What you have to do: Whatever lies between the line with "Instruction: Read the" and the end of the data, both included, must be copied exactly and without pictures.

[Dataset entries]
==========

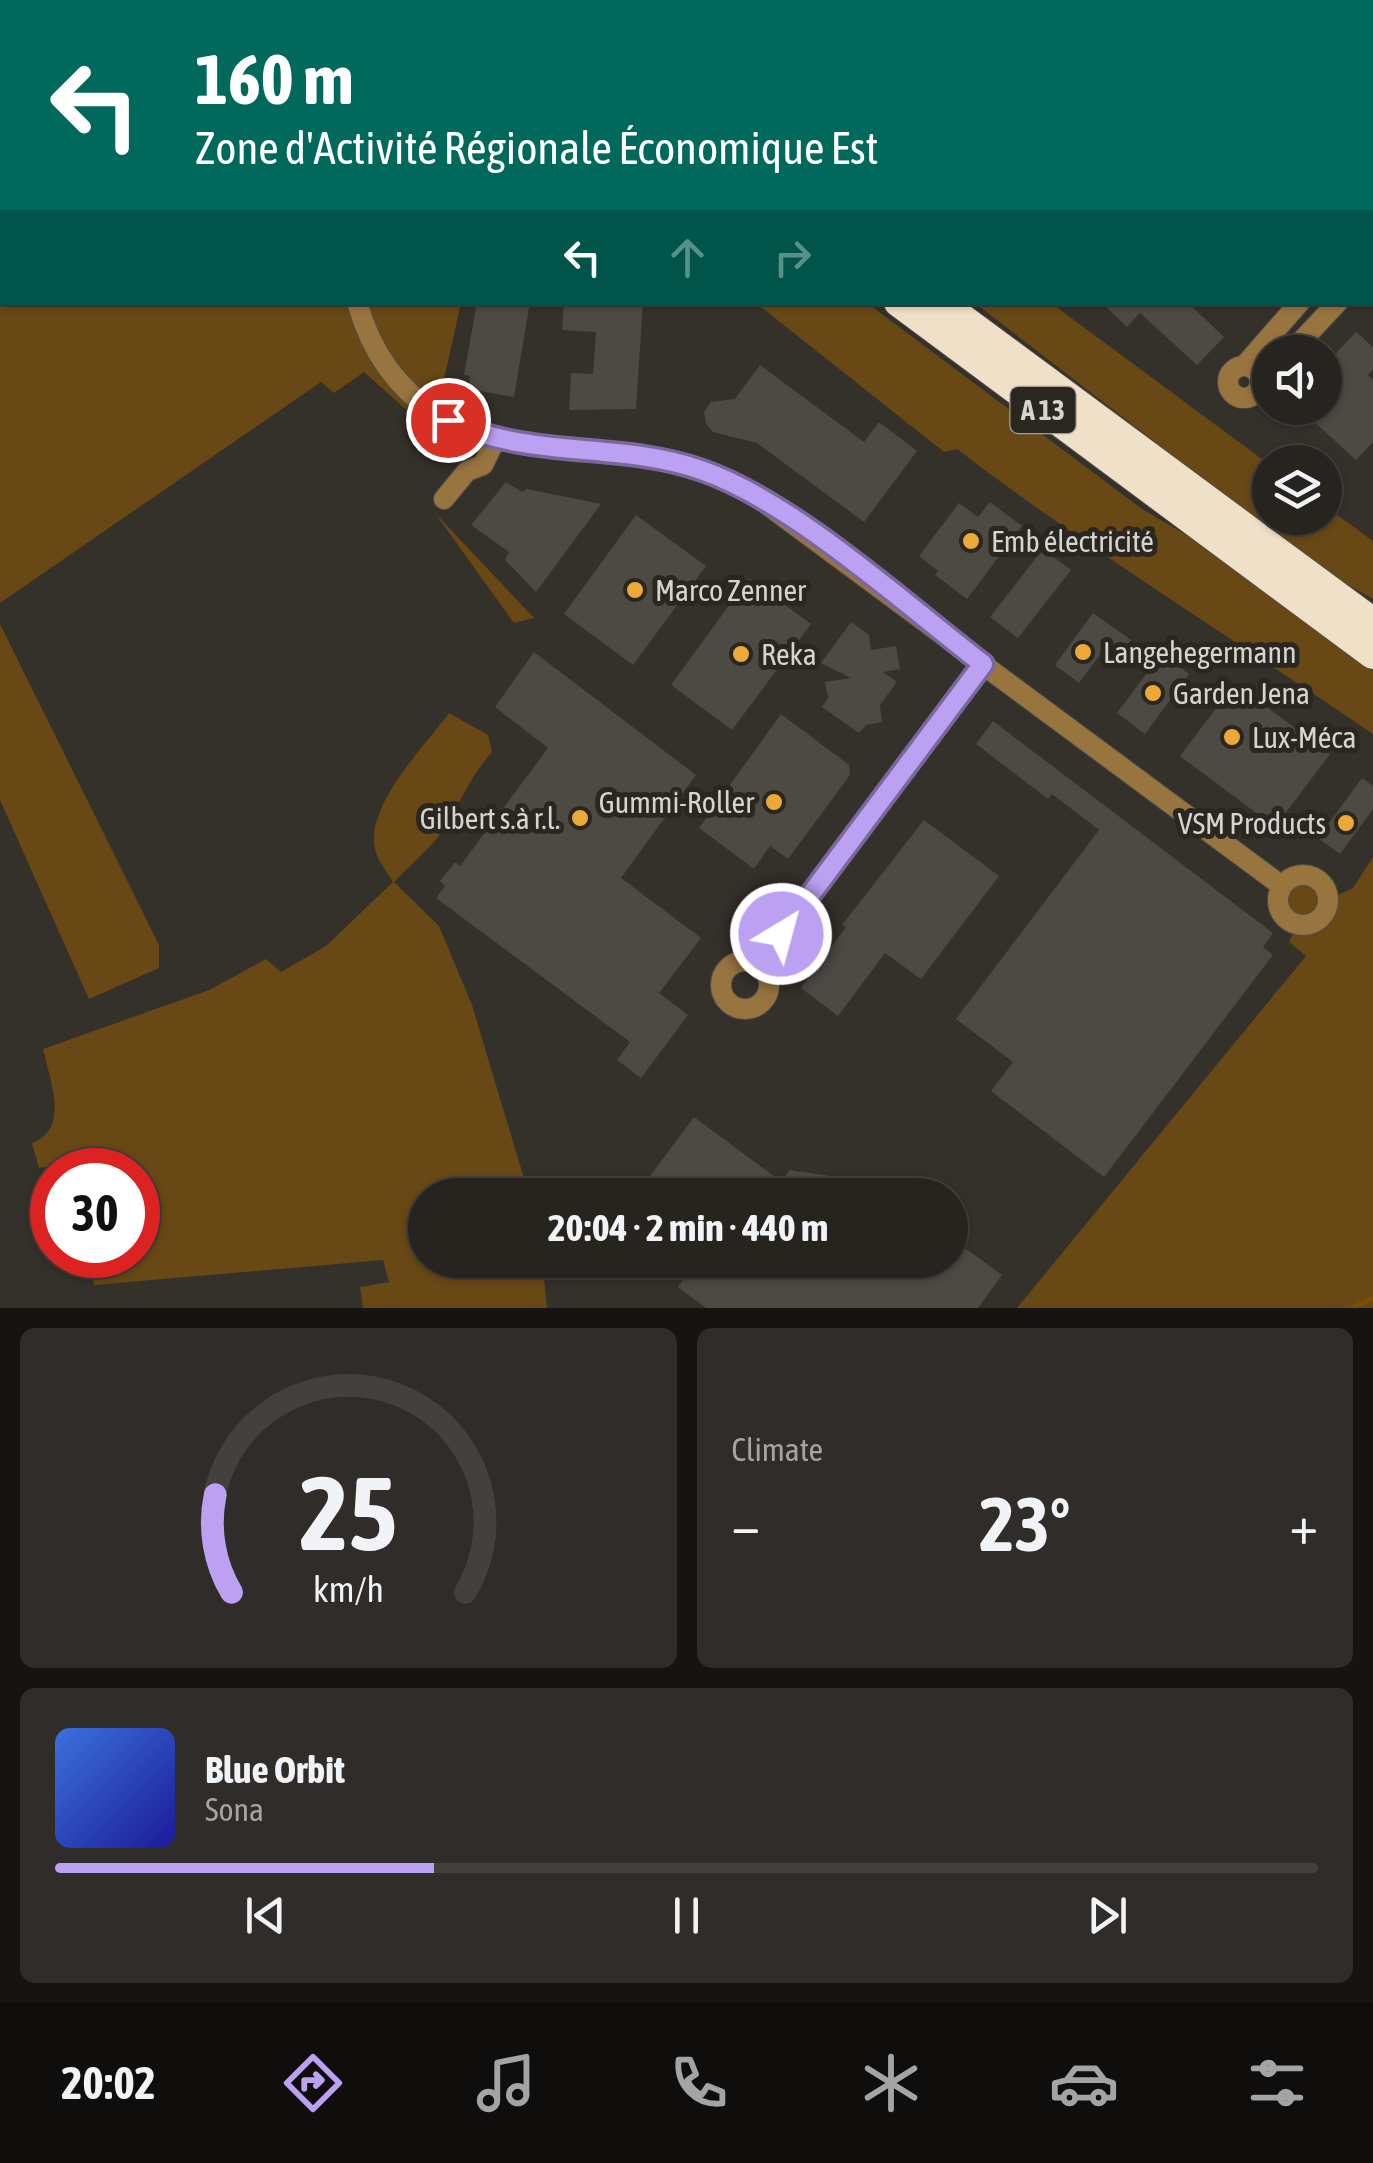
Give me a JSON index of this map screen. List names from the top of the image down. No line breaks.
{"streets":{"highway":["A 13"]},"places":["Emb électricité","Marco Zenner","Langehegermann","Reka","Garden Jena","Lux-Méca","Gummi-Roller","Gilbert s.à r.l.","VSM Products"],"page":{"turn":["160 m","Zone d'Activité Régionale Économique Est"],"limit":"30","trip":"20:04 · 2 min · 440 m","tile":"Climate","heat":["−","23°","+"],"song":["Blue Orbit","Sona"],"tabs":"20:02","gauge":["25","km/h"]}}
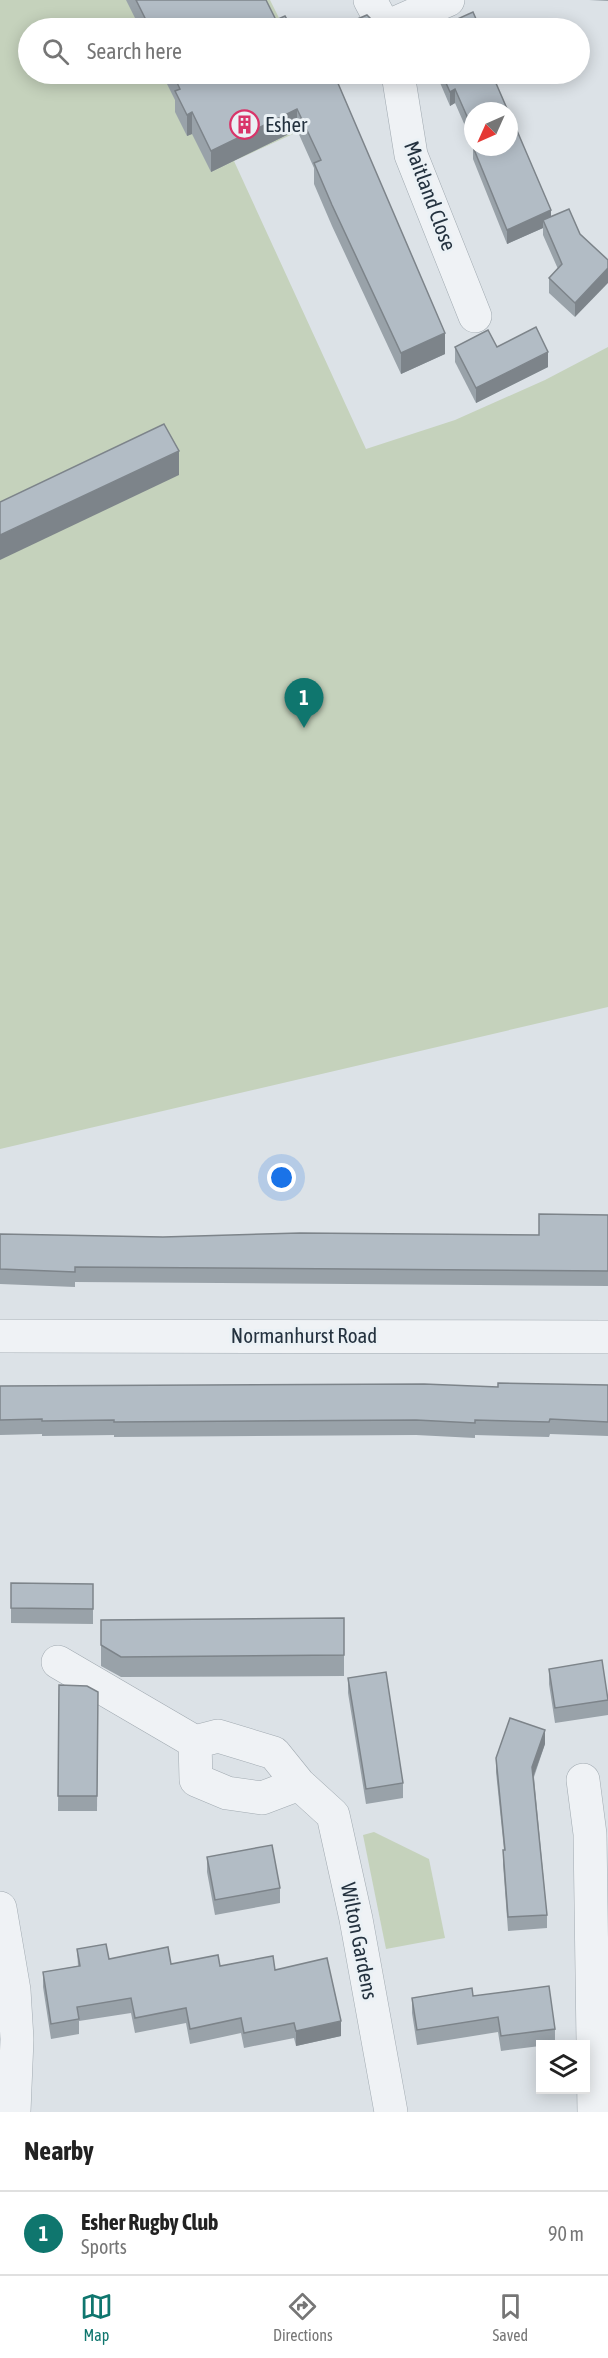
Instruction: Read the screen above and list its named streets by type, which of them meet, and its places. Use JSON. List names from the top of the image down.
{
  "streets": {
    "street": ["Maitland Close", "Normanhurst Road", "Wilton Gardens"]
  },
  "places": {
    "building": ["Esher"]
  },
  "north": "bottom left",
  "page": {
    "search": "Search here",
    "pins": "1",
    "heading": "Nearby",
    "list": [
      {
        "mark": "1",
        "name": "Esher Rugby Club",
        "note": "Sports",
        "value": "90 m"
      }
    ],
    "nav": ["Map", "Directions", "Saved"]
  }
}
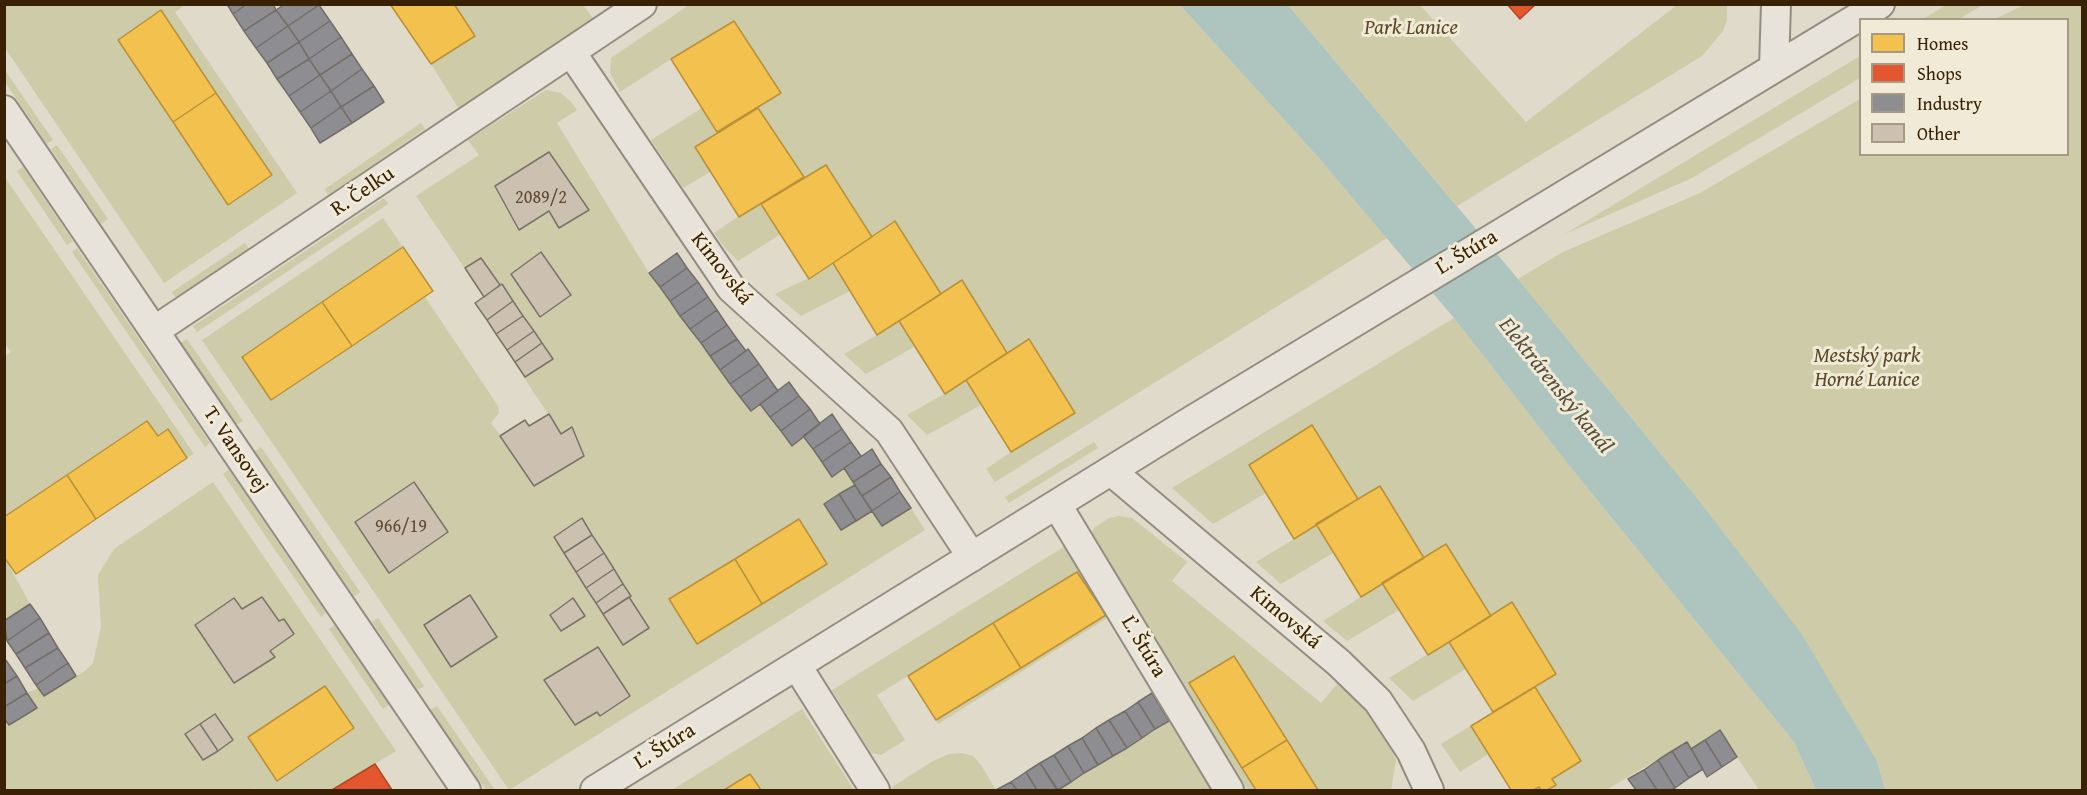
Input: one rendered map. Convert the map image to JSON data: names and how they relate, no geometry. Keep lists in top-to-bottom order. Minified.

==========

Finished task:
Instruction: Read the screen above and list its named streets by type, which of them meet, and its places. Use JSON. List names from the top of the image down.
{
  "streets": {
    "street": ["Maitland Close", "Normanhurst Road", "Wilton Gardens"]
  },
  "places": {
    "building": ["Esher"]
  },
  "north": "bottom left",
  "page": {
    "search": "Search here",
    "pins": "1",
    "heading": "Nearby",
    "list": [
      {
        "mark": "1",
        "name": "Esher Rugby Club",
        "note": "Sports",
        "value": "90 m"
      }
    ],
    "nav": ["Map", "Directions", "Saved"]
  }
}
Input: one rendered map. Convert the map image to JSON data: names and how they relate, no geometry. Keep lists in top-to-bottom order. Minified.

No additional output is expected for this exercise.